O projeto desenhado pelo governo dá uma solução diferente para o pré-sal. Ele escolhe o modelo de partilha para a exploração. Por ele, a empresa que fizer a perfuração receberá uma parcela do resultado para cobrir seus custos e, depois, a produção é dividida com o governo. Nesse caso, o setor público costuma pedir uma parcela elevada do produto, já que o risco para as empresas é muito baixo. O especialista em economia energética Edmar de Almeida, professor da UFRJ, diz que há vantagens na adoção desse sistema para o pré-sal. "A partilha é apropriada para regiões com baixo risco, porque as empresas tendem a aceitar uma divisão da produção que seja mais favorável ao governo", explica. A crítica ao modelo é que ele não estimula a eficiência, porque o pagamento pelo serviço de extração está garantido pelo setor público.
Estatal
A partilha implica que uma empresa estatal fará a gestão das reservas.
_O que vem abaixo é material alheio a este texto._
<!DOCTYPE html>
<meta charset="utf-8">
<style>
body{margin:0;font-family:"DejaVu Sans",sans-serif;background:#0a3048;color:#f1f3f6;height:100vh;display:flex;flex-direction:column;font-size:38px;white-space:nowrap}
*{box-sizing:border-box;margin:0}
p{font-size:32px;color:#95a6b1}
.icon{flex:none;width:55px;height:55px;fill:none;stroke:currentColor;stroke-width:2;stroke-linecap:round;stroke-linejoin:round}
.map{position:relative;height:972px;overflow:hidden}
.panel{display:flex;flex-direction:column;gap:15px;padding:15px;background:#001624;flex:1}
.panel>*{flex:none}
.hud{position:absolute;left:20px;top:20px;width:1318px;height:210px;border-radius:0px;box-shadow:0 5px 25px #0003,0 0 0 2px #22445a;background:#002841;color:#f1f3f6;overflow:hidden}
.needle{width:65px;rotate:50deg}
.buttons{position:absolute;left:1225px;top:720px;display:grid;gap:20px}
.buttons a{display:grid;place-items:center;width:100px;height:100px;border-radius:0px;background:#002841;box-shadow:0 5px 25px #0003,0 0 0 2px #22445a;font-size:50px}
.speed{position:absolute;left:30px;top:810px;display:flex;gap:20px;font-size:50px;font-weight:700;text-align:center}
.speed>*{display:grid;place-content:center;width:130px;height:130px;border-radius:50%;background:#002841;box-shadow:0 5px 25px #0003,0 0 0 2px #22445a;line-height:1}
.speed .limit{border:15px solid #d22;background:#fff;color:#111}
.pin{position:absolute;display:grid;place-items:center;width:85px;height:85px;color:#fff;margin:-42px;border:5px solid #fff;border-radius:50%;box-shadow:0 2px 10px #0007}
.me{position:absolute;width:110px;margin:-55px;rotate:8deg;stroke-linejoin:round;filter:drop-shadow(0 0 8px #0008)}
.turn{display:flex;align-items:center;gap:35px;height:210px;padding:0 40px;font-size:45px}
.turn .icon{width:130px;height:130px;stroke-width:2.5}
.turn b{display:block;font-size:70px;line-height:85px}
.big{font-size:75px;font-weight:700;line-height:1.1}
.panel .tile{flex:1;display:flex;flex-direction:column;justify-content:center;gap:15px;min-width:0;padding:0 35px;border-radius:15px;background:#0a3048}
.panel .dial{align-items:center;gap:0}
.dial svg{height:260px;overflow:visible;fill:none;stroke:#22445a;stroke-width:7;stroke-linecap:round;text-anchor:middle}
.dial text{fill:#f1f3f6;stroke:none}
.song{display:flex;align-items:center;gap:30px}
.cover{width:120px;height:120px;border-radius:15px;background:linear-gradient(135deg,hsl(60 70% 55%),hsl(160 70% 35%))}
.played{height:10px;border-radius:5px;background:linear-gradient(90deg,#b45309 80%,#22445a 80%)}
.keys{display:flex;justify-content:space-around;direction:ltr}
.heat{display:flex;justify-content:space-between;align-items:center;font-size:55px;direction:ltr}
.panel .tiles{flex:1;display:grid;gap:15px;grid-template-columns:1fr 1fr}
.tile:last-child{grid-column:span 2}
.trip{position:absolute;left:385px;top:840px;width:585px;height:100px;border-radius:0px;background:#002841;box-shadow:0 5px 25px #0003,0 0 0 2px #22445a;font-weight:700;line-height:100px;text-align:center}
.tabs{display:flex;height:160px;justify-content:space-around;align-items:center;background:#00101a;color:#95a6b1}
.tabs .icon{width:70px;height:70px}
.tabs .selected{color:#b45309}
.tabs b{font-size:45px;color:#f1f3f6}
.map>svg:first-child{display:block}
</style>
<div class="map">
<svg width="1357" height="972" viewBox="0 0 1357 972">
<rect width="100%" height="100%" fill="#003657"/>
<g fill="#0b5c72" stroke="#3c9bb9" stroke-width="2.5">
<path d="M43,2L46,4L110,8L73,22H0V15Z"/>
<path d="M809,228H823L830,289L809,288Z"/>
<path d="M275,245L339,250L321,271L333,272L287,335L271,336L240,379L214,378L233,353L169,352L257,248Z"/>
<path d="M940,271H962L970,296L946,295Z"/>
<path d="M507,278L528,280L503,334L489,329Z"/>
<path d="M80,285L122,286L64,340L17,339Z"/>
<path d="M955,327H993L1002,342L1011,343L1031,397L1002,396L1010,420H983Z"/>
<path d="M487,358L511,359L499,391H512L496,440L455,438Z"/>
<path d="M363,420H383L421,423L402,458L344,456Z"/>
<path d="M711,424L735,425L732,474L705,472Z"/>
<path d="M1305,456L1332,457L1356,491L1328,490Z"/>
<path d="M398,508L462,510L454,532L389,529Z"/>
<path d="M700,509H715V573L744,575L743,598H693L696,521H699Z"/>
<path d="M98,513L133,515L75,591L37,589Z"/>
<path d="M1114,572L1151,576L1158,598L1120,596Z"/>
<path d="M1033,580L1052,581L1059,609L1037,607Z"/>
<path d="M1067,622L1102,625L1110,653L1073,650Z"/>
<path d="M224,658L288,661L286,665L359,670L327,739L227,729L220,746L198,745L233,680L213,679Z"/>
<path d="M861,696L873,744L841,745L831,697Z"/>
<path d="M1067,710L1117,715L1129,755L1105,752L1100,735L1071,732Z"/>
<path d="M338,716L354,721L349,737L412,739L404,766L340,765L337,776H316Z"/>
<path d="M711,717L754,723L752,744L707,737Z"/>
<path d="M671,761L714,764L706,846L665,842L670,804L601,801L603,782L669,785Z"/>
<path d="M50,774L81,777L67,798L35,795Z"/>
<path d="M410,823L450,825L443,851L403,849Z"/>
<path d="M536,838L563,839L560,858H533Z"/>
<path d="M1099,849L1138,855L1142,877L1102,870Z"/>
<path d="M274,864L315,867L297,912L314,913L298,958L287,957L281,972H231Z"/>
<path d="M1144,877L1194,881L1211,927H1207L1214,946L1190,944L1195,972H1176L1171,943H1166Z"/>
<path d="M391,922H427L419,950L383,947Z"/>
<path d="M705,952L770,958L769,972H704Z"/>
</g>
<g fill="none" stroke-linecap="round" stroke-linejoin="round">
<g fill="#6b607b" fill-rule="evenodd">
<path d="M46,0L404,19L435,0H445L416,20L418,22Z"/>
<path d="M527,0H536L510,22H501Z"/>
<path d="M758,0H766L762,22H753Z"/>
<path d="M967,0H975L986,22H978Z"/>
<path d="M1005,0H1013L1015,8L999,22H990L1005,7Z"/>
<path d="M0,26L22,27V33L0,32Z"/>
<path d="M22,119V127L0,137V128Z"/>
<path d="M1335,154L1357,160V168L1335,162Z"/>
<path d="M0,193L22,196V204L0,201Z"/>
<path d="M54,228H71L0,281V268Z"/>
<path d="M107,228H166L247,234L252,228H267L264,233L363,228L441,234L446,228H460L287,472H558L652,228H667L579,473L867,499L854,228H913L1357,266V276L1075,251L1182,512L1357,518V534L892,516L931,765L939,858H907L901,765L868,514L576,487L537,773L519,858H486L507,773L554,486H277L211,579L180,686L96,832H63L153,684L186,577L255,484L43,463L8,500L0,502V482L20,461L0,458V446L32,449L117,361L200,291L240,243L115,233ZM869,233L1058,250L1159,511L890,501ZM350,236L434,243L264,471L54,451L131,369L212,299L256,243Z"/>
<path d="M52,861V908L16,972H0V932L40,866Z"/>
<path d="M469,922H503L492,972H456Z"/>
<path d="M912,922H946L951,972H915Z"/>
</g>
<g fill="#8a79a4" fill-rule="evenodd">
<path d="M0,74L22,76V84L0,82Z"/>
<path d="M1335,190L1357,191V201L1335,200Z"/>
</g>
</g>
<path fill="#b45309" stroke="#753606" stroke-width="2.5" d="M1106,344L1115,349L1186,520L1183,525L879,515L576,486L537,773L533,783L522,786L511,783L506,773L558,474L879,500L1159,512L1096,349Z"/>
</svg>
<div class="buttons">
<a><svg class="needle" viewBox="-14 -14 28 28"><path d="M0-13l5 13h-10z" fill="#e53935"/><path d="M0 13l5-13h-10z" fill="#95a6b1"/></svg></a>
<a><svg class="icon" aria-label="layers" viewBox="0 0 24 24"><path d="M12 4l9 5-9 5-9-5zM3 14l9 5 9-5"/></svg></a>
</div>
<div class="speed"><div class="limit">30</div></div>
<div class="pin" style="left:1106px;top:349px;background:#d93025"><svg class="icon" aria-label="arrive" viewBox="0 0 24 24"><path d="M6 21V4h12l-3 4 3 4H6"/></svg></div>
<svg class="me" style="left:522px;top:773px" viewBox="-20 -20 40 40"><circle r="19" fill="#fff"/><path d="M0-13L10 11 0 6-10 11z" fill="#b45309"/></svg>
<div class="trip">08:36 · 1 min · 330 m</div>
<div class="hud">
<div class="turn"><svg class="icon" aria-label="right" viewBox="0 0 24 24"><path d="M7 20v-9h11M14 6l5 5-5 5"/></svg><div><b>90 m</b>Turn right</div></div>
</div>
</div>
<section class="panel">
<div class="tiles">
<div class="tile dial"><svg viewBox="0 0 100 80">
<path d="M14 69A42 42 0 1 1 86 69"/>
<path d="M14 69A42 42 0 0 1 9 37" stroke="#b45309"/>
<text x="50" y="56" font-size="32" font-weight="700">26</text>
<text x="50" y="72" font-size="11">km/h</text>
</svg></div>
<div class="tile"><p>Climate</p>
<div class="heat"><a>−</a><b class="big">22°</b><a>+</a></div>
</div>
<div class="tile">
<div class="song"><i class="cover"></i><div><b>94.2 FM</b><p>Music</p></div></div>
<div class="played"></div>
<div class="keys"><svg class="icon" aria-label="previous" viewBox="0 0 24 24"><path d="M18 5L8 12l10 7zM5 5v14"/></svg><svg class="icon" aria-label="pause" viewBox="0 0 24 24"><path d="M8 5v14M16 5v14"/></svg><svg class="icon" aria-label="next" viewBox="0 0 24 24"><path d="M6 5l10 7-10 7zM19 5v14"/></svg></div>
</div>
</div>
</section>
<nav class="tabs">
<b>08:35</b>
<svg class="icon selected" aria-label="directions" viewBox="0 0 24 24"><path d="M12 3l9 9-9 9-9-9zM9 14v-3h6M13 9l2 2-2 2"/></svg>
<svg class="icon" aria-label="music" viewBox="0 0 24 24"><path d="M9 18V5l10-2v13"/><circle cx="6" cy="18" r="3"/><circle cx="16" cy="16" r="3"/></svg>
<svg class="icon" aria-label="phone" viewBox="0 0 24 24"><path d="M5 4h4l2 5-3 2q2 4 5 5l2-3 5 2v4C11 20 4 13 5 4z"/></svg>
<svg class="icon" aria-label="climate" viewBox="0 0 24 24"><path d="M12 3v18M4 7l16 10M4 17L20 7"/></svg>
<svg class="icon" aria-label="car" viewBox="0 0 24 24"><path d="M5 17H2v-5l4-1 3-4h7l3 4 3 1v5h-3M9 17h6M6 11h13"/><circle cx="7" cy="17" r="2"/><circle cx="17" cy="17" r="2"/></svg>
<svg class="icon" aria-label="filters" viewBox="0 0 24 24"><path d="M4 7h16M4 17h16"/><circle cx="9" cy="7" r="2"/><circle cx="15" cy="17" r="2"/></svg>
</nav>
A vantagem para o governo é que fica mais fácil recolher e direcionar a arrecadação. A princípio, uma parcela do dinheiro será colocada em um fundo social para investimentos nas áreas de educação e saúde. Outra parcela deve ser mantida fora do país, para que a entrada de dólares não sobrevalorize o real. "Agora vai depender do governo a manutenção uma estrutura pequena, como prometido, e com transparência", pondera Almeida.
O Estado também ganha músculos com o novo papel dado à Petrobras. O governo quer que ela seja operadora de todos os campos, com pelo menos 30% de participação nos consórcios. Assim, ela contratará sondas, comprará materiais e empregará a mão de obra demandada para a expansão da produção. "Há o risco de outras petroleiras não toparem essa condição porque estariam sujeitas aos custos da Petrobras. É um modelo para bancos e fundos de investimentos", analisa Adriano Pires. Na prática, os custos da produção de petróleo poderiam ser mais altos do que com várias empresas concorrendo para ver quem consegue ser mais rápido e eficiente.
Ideia é evitar "maldição"
Dentro do governo, o novo modelo para o pré-sal é tido como uma fórmula que evitará a "maldição do petróleo". Esse termo se refere a países onde a existência de riquezas naturais não se traduziu em desenvolvimento. Não são raros os exemplos de países que têm uma renda alta com a exportação do mineral e, ao mesmo tempo, péssimos números de educação, saúde e emprego. "A falta de desenvolvimento é notada em locais onde o petróleo causa uma disputa política para a apropriação da riqueza. Isso paralisa a evolução das instituições necessárias ao desenvolvimento", explica o economista Ronald Otto Hillbrecht, professor da Universidade Federal do Rio Grande do Sul (UFGRS),
Países com sistemas políticos deficitários têm dificuldade em canalizar os recursos provenientes do petróleo para projetos que beneficiem toda a sociedade. Hillbrecht lembra do caso da Venezuela, que até os anos 60 tinha um PIB per capita que equivalia a 80% do norte-americano e que hoje está em 25%. A discussão atual sobre os royalties do petróleo no país é um exemplo de como a riqueza leva a rachas políticos. Estados e municípios beneficiados com essa renda não querem perder a chance de ter os orçamentos vitaminados pelo pré-sal, como prevê o projeto do governo.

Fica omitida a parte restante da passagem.